Some essays stand out more than others, not because they are better, but because they have deeper personal resonance for me. And Then You Cut Your Hair made me nod a few times, and grin. This essay hit right on the issues of hair-length conformity and gender roles. My hair is long, but I hate the message it seems to send out. The message people should get from my hair is that I can't be bothered to get it cut. Simple as that. It does not define me. My hair is NOT political, damn it, just neglected. Once upon a time, I resorted to cropping it very short to fit better with how I identify, but then I got pissed off that other people got to determine my validity with such a stupid external measure, and then time slipped past, and the next thing I knew, it was past my shoulders again. It's reassuring to know that other people experienced this weird hair/identity/conformity issue, and how the length can make a person visible in one community but invisible in another. The rest of the essay is about race. Being white, I will never have a good point of reference for racial issues from the POV of a person of a different race, but it's interesting reading.

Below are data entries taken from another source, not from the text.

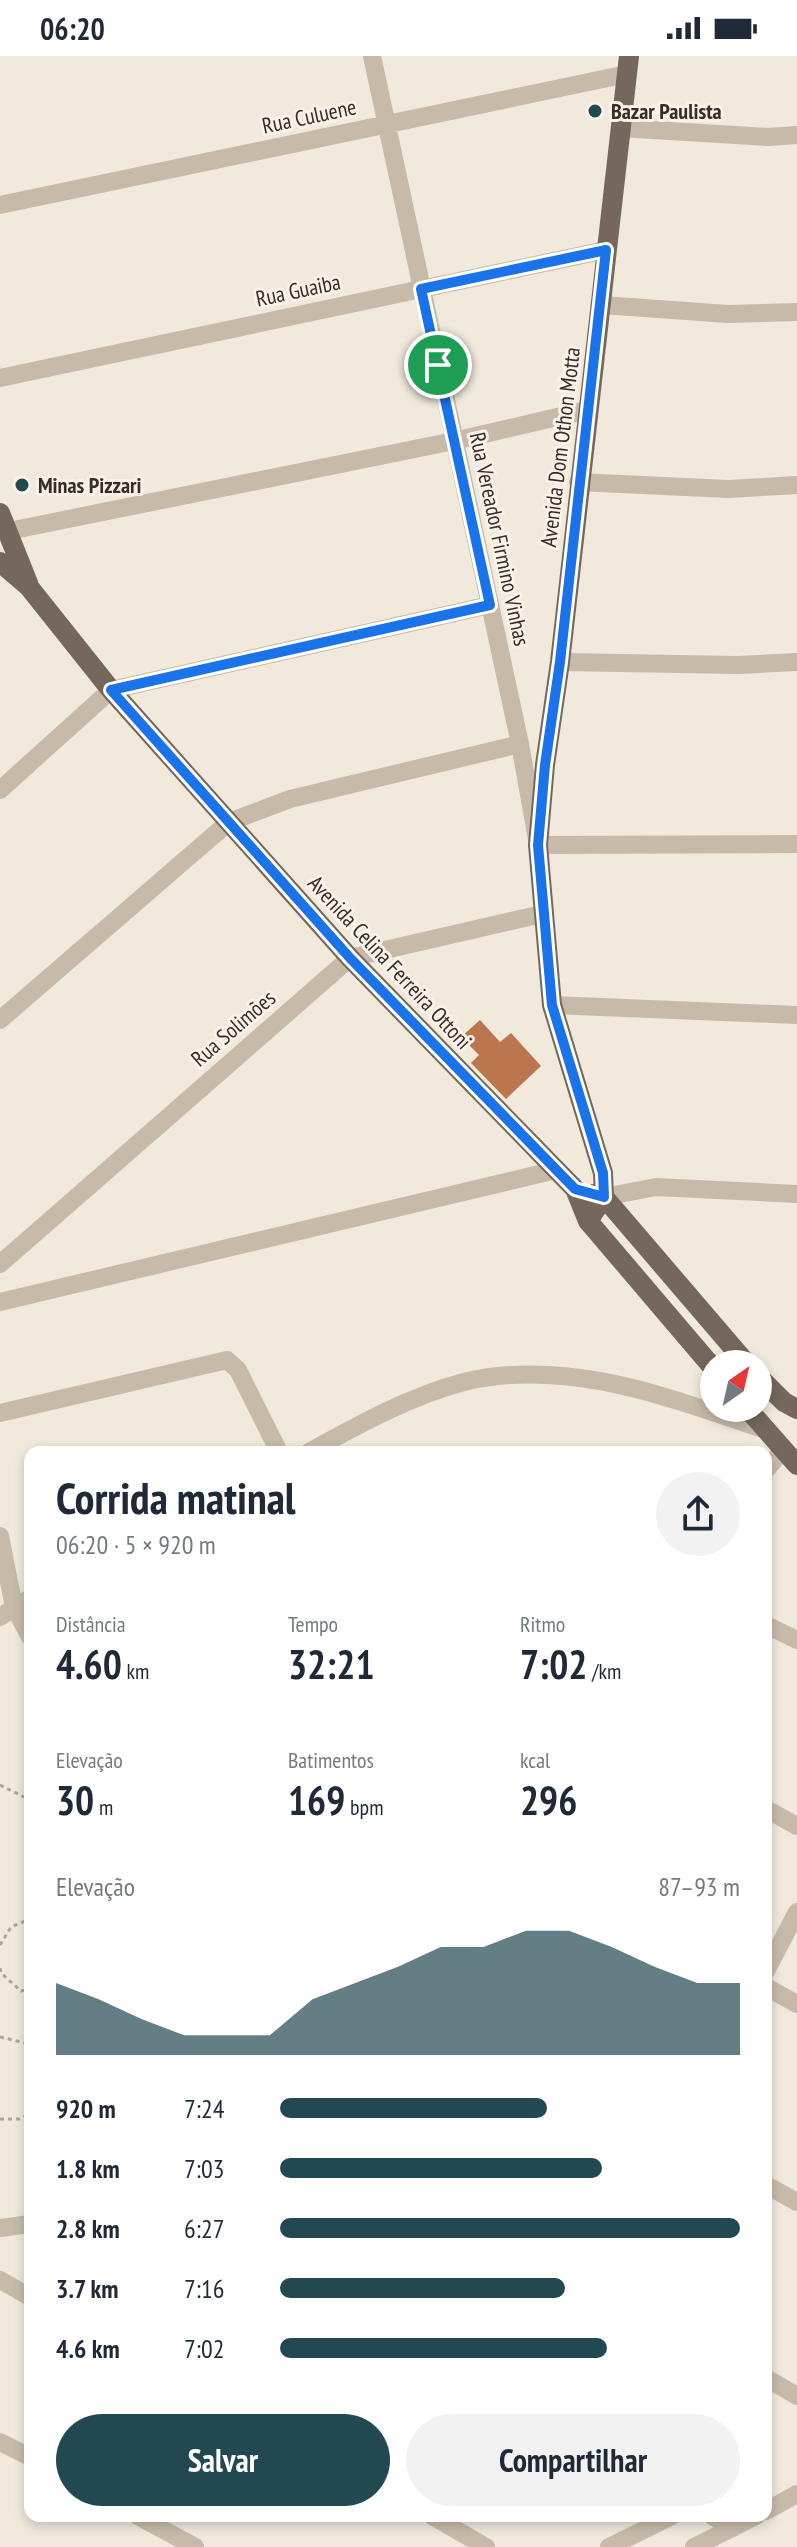 <!DOCTYPE html>
<html lang="pt">
<meta charset="utf-8">
<style>
:root{--surface:#fff;--page:#f2f2f3;--text:#1f2937;--muted:#747a83;--accent:#224952}
body{margin:0;font-family:"PT Sans Narrow",sans-serif;background:var(--page);color:var(--text);height:100vh;display:flex;flex-direction:column;font-size:30px;white-space:nowrap}
*{box-sizing:border-box;margin:0}
p{font-size:26px;color:var(--muted)}
.icon{flex:none;width:44px;height:44px;fill:none;stroke:currentColor;stroke-width:2;stroke-linecap:round;stroke-linejoin:round}
.map{position:relative;flex:1;overflow:hidden}
.side{position:absolute;left:24px;top:1390px;width:748px;height:1076px;display:flex;flex-direction:column;background:var(--surface);border-radius:16px;box-shadow:0 4px 12px #0003}
.side>*{flex:none}
.needle{width:52px;rotate:34deg}
.buttons{position:absolute;left:700px;top:1294px;display:grid;gap:16px}
.buttons a{display:grid;place-items:center;width:72px;height:72px;border-radius:50%;background:var(--surface);box-shadow:0 4px 12px #0003;font-size:40px}
.pin{position:absolute;display:grid;place-items:center;width:68px;height:68px;color:#fff;margin:-34px;border:4px solid #fff;border-radius:50%;box-shadow:0 2px 8px #0007}
.round{display:grid;place-items:center;flex:none;width:84px;height:84px;border-radius:42px;background:var(--page)}
.head{display:flex;align-items:center;justify-content:space-between;height:136px;padding:0 32px}
h1{font-size:44px;font-weight:800;line-height:60px}
.figures{display:grid;grid-template-columns:repeat(3,1fr);gap:12px;height:136px;padding:8px 32px}
.figures div{display:grid;align-content:center}
.figures b{font-size:40px;font-weight:800}
.figures small{font-size:22px;font-weight:400}
.figures p{font-size:22px}
.chart{height:224px;padding:16px 32px}
.chart p{display:flex;justify-content:space-between}
.chart svg{width:100%;height:144px;margin-top:8px;fill:var(--accent);opacity:.7}
.primary-button{display:flex;gap:16px;margin-top:auto;padding:16px 32px}
.primary-button a{flex:1;height:92px;border-radius:48px;background:var(--accent);color:#fff;font-size:32px;font-weight:800;line-height:92px;text-align:center}
.primary-button a+a{background:var(--page);color:var(--text)}
ul{padding:0 32px;list-style:none;font-size:26px}
li{display:grid;grid-template-columns:128px 96px 1fr;align-items:center;height:60px}
li i{height:20px;border-radius:10px;background:var(--accent)}
.status{display:flex;justify-content:space-between;align-items:center;height:56px;padding:0 40px;background:var(--surface);direction:ltr}
.status svg{height:22px;fill:currentColor}
.map>svg:first-child{display:block}
</style>
<div class="status"><b>06:20</b><svg viewBox="0 0 49 12"><path d="M0 12V9h3v3zM5 12V6h3v6zM10 12V3h3v9zM15 12V0h3v12zM26 1h20v11H26zM47 4h2v5h-2z"/></svg></div>
<div class="map">
<svg width="797" height="2491" viewBox="0 0 797 2491">
<rect width="100%" height="100%" fill="#f0e9dc"/>
<path fill="#bb764f" d="M480 964 500 986 511 977 541 1010 506 1043 471 1007 479 999 461 981Z"/>
<g fill="none" stroke-linecap="round" stroke-linejoin="round">
<path stroke="#b2a494" stroke-width="3" stroke-dasharray="4 4" stroke-linecap="butt" d="M0 1729 30 1744
M0 1889 11 1871 30 1863
M0 1912 1 1917 21 1935 30 1933
M0 1981 30 1988
M0 2063H19L30 2058"/>
<path stroke="#c7baa9" stroke-width="18" d="M372 0 520 688 538 789 797 788
M620 72 768 81 797 79
M0 149 627 18
M602 249 728 258 797 256
M0 322 606 194
M578 426 728 433 797 429
M9 475 454 385 587 354
M560 606 738 609 797 606
M0 734 111 634 490 549
M552 949 797 959
M0 964 229 766 290 743 520 688
M604 1141 656 1131 797 1138
M0 1208 350 902 542 858
M0 1246 556 1114
M0 1357 227 1304 238 1314 279 1396
M309 1396C358 1369 410 1340 464 1326 568 1301 669 1342 766 1374
M766 1414 783 1394
M0 1480 14 1551 30 1581
M0 1561 30 1542
M766 1569 797 1584
M766 1753 797 1770
M766 1915 797 1856
M766 1931 797 1948
M766 2129 797 2146
M0 2172 30 2168
M0 2224 30 2241
M766 2322 797 2340
M0 2386 30 2401
M766 2455 797 2438
M138 2460 195 2491
M432 2460 486 2491
M712 2460 733 2472
M609 2491 672 2460
M694 2491 756 2460"/>
<path stroke="#75675b" stroke-width="20" d="M0 457 28 527
M0 506 29 531 111 634 350 902 575 1133 588 1165 714 1313
M594 1138 604 1141 747 1308
M588 1165 604 1141 603 1117 552 949 538 789 545 709 560 606 629 0
M758 1320 784 1346 797 1353
M747 1352 797 1409"/>
</g>
<g fill="none" stroke-linecap="round" stroke-linejoin="round">
<g stroke="#fff" stroke-width="16">
<path id="route" d="M606 194 560 606 545 709 538 789 552 949 603 1117 604 1141 575 1133 350 902 111 634 490 549 421 233Z"/>
</g>
<use href="#route" stroke="#1a73e8" stroke-width="10"/>
</g>
<g fill="#224952" stroke="#f8f2e8" stroke-width="3">
<circle cx="595" cy="55" r="8"/>
<circle cx="22" cy="429" r="8"/>
</g>
<g text-anchor="middle" dominant-baseline="central" stroke-width="6" stroke-linejoin="round" paint-order="stroke">
<g font-size="22" font-weight="bold" fill="#352e28" stroke="#f8f2e8" text-anchor="start">
<text x="611" y="55">Bazar Paulista</text>
<text x="38" y="429">Minas Pizzari</text>
</g>
<g font-size="22" fill="#352e28" stroke="#f8f2e8">
<text transform="translate(309 60) rotate(-12)">Rua Culuene</text>
<text transform="translate(298 234) rotate(-12)">Rua Guaiba</text>
<text transform="translate(560 391) rotate(-83)">Avenida Dom Othon Motta</text>
<text transform="translate(500 483) rotate(78)">Rua Vereador Firmino Vinhas</text>
<text transform="translate(390 906) rotate(47)">Avenida Celina Ferreira Ottoni</text>
<text transform="translate(233 972) rotate(-41)">Rua Solimões</text>
</g>
</g>
</svg>
<div class="buttons">
<a><svg class="needle" viewBox="-14 -14 28 28"><path d="M0-13l5 13h-10z" fill="#e53935"/><path d="M0 13l5-13h-10z" fill="#747a83"/></svg></a>
</div>
<div class="pin" style="left:438px;top:309px;background:#1e9e55"><svg class="icon" aria-label="arrive" viewBox="0 0 24 24"><path d="M6 21V4h12l-3 4 3 4H6"/></svg></div>
<section class="side">
<div class="head"><div><h1>Corrida matinal</h1><p>06:20 · 5 × 920 m</p></div><a class="round"><svg class="icon" aria-label="share" viewBox="0 0 24 24"><path d="M12 15V3M7 8l5-5 5 5M5 13v7h14v-7"/></svg></a></div>
<div class="figures">
<div><p>Distância</p><b>4.60<small> km</small></b></div>
<div><p>Tempo</p><b>32:21</b></div>
<div><p>Ritmo</p><b>7:02<small> /km</small></b></div>
</div>
<div class="figures">
<div><p>Elevação</p><b>30<small> m</small></b></div>
<div><p>Batimentos</p><b>169<small> bpm</small></b></div>
<div><p>kcal</p><b>296</b></div>
</div>
<div class="chart"><p><span>Elevação</span>87–93 m</p>
<svg viewBox="0 0 160 44" preserveAspectRatio="none"><path d="M0 44V22L10 27L20 33L30 38L40 38L50 38L60 27L70 22L80 17L90 11L100 11L110 6L120 6L130 11L140 17L150 22L160 22V44z"/></svg>
</div>
<ul>
<li><b>920 m</b>7:24<i style="width:58%"></i></li>
<li><b>1.8 km</b>7:03<i style="width:70%"></i></li>
<li><b>2.8 km</b>6:27<i style="width:100%"></i></li>
<li><b>3.7 km</b>7:16<i style="width:62%"></i></li>
<li><b>4.6 km</b>7:02<i style="width:71%"></i></li>
</ul>
<div class="primary-button"><a>Salvar</a><a>Compartilhar</a></div>
</section>
</div>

Surface Tensions by Jen Cross is another essay that stays with me. As I mentioned after her reading at Skylight Books, my jaw dropped when she spoke of wanting to cut away the feminine parts of her body. She had different reasons than I did - I was never sexually abused - but I was comforted by the horrible thought being spoken aloud. I'd written about it in a novel I just finished, but was a bit uneasy about how a publisher would react to such a frank admission of body loathing and the desire to self-mutilate - no, not mutilate, reform and rebirth, correct and mold in my own image. There's power in terrible words. If Jen isn't afraid to use them, I shouldn't be either.
Not Quite Queer by Benjamin Shepard asks, "Is it possible to be straight and queer? " Persephone by Helen Boyd asks if it's possible to have an identity that isn't in relation to anohter person's identity, and if it's possible to be queer and still have an heteronormative imprint (she calls it a tattoo) on your life. Both of these address the end of an era that may have never been, that mythological time when queer culture was welcoming and encompassing of everyone who felt like Other. The boundaries feel set now, like fortress walls rather than open arms. As usual, I'm on the outside, wondering if I'll ever feel I belong anywhere, and sort of resigning myself to the idea that I won't. I have a feeling that Benjamin and Helen would empathize.
There are so many excellent essays in this anthology. Dean Spade's Undermining Gender Regulation is an eye-opening reminder of the way the government punishes people for being Other. Passing Last Summer and The End of Genderqueer were worth a second reading. Lack of Close Friends of Confidants by Jennifer Blowdryer was well received at the reading I went to.
Overall, this is a persuasive text for anti-assimilation. Little here would excite the politically connected gay groups. This is not media friendly, photo-op, soundbite life. These are unique voices. A strongly recommended read.